▸ Task directions: Filter these entries so that only lines with the word "width" remain.

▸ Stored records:
▼▼▼

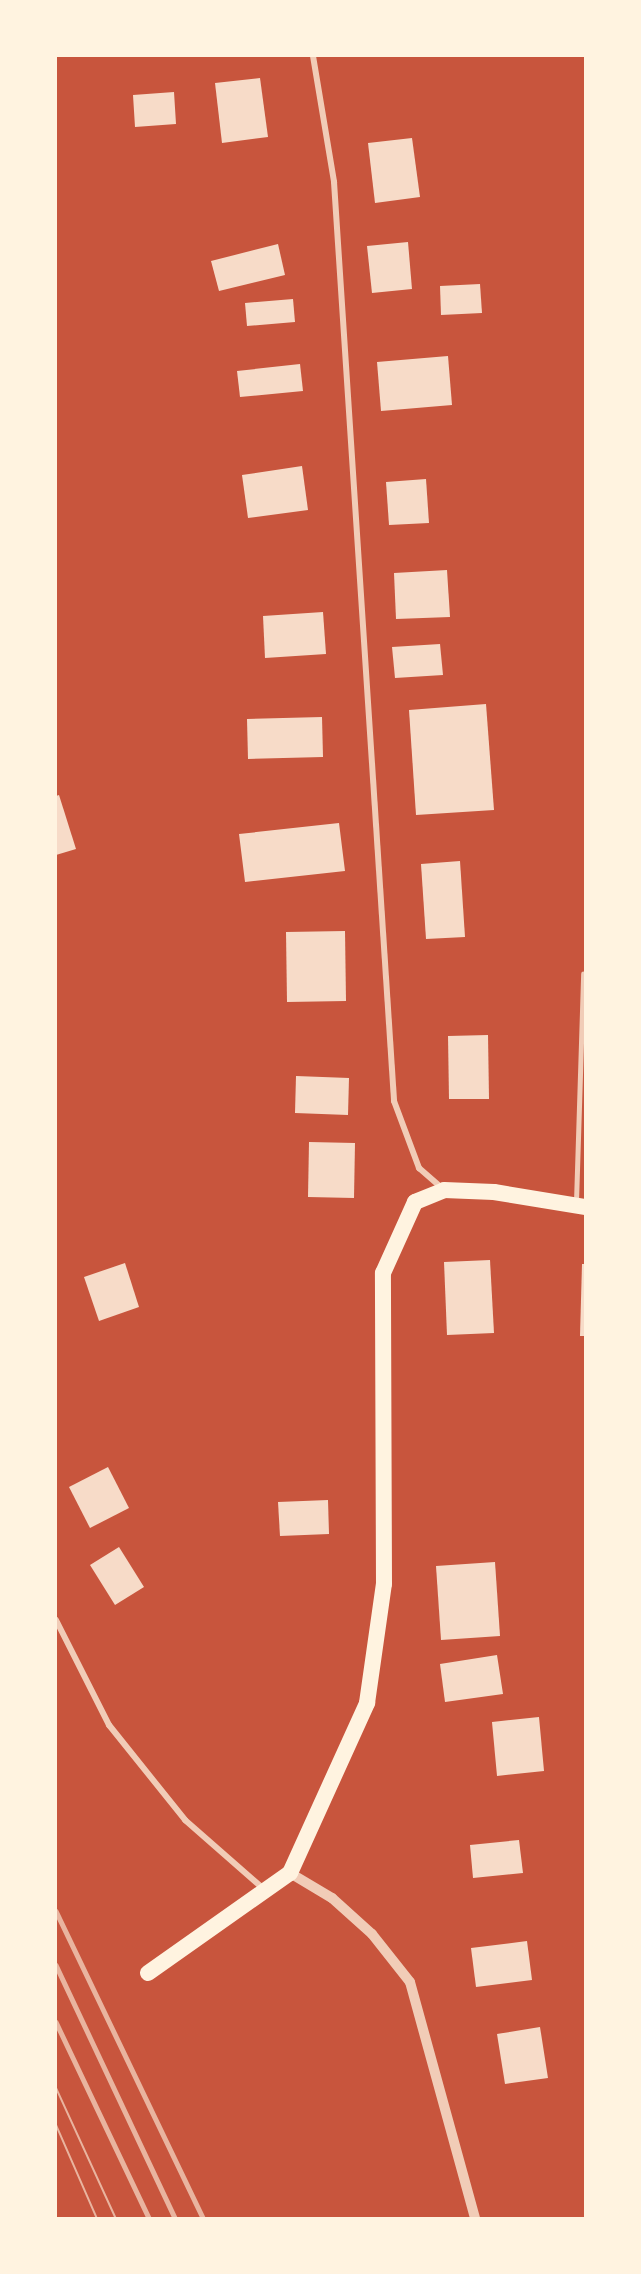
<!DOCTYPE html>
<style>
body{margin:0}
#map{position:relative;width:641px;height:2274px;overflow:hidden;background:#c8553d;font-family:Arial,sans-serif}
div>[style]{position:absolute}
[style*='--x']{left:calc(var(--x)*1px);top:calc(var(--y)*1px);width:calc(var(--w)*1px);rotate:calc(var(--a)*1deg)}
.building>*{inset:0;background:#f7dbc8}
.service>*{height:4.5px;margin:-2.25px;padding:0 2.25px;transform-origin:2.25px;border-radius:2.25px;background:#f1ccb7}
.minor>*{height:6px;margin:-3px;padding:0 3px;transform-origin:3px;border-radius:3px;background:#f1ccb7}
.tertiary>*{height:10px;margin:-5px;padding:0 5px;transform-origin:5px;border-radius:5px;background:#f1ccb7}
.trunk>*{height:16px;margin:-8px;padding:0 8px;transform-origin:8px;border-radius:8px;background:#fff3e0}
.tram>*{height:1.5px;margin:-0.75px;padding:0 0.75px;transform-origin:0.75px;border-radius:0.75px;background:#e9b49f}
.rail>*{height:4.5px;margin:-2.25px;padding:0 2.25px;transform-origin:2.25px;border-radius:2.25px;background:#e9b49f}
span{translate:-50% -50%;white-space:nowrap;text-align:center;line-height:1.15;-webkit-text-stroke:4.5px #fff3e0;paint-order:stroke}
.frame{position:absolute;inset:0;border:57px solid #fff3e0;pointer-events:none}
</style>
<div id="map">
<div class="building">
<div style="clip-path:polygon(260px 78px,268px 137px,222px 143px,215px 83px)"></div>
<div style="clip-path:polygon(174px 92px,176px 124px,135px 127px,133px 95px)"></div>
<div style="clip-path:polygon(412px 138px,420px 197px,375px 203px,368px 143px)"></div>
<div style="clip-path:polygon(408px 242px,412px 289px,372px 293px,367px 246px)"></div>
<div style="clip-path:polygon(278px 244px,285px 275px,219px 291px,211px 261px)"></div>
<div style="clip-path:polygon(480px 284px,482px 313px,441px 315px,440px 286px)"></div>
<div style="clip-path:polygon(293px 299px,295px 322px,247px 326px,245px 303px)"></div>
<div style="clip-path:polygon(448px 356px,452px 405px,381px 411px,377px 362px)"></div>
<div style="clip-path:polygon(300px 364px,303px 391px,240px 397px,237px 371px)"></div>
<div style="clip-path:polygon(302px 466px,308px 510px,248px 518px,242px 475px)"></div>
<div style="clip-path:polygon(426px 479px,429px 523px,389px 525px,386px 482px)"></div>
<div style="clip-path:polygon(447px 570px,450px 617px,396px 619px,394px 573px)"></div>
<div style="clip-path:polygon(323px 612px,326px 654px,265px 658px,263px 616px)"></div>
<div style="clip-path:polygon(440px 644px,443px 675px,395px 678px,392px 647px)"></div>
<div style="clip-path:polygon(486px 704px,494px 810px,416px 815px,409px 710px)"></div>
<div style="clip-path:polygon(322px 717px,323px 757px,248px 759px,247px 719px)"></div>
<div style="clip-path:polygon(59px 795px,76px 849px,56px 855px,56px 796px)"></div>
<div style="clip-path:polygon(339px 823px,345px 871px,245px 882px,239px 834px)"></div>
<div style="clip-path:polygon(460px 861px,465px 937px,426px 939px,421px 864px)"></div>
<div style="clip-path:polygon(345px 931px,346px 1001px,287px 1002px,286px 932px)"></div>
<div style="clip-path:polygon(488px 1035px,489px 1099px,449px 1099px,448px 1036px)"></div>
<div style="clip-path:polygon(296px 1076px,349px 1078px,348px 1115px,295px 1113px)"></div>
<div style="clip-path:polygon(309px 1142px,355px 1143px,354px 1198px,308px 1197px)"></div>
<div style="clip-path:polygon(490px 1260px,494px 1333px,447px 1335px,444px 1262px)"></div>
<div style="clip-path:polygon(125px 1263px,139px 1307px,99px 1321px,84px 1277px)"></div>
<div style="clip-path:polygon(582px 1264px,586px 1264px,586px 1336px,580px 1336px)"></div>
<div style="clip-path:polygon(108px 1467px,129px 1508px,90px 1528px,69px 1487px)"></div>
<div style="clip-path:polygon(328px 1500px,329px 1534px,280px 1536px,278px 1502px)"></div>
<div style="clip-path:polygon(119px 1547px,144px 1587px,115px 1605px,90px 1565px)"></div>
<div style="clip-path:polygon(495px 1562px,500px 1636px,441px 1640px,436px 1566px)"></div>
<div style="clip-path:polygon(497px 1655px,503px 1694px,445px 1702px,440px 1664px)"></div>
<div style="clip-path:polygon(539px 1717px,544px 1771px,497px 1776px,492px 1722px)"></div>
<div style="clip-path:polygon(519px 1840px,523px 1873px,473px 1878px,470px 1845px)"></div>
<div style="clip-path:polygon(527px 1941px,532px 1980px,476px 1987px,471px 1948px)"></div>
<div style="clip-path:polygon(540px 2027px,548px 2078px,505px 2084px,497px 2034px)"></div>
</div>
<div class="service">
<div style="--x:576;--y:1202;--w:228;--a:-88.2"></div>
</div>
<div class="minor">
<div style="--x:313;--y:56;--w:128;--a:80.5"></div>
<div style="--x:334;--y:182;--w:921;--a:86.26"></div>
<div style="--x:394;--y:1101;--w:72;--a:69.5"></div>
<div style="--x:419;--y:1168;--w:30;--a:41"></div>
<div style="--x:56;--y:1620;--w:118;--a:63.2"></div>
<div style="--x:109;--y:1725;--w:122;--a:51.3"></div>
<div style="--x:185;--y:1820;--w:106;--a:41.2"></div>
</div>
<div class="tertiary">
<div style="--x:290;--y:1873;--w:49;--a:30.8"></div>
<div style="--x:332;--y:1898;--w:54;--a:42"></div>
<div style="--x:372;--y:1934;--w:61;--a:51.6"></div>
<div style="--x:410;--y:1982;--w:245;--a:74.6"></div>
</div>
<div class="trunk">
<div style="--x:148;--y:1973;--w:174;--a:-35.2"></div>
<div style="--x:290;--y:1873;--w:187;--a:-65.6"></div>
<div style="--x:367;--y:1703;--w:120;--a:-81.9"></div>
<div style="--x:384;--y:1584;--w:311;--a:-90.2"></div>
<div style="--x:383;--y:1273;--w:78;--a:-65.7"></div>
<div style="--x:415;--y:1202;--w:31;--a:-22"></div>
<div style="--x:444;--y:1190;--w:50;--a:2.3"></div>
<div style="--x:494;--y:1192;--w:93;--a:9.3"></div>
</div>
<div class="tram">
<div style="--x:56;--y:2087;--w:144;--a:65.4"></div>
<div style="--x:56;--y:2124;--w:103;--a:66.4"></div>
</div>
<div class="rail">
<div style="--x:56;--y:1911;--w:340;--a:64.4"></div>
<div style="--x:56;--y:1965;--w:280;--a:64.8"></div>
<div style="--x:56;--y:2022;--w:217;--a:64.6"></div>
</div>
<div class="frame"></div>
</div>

▲▲▲

▸ Task result:
#map{position:relative;width:641px;height:2274px;overflow:hidden;background:#c8553d;font-family:Arial,sans-serif}
[style*='--x']{left:calc(var(--x)*1px);top:calc(var(--y)*1px);width:calc(var(--w)*1px);rotate:calc(var(--a)*1deg)}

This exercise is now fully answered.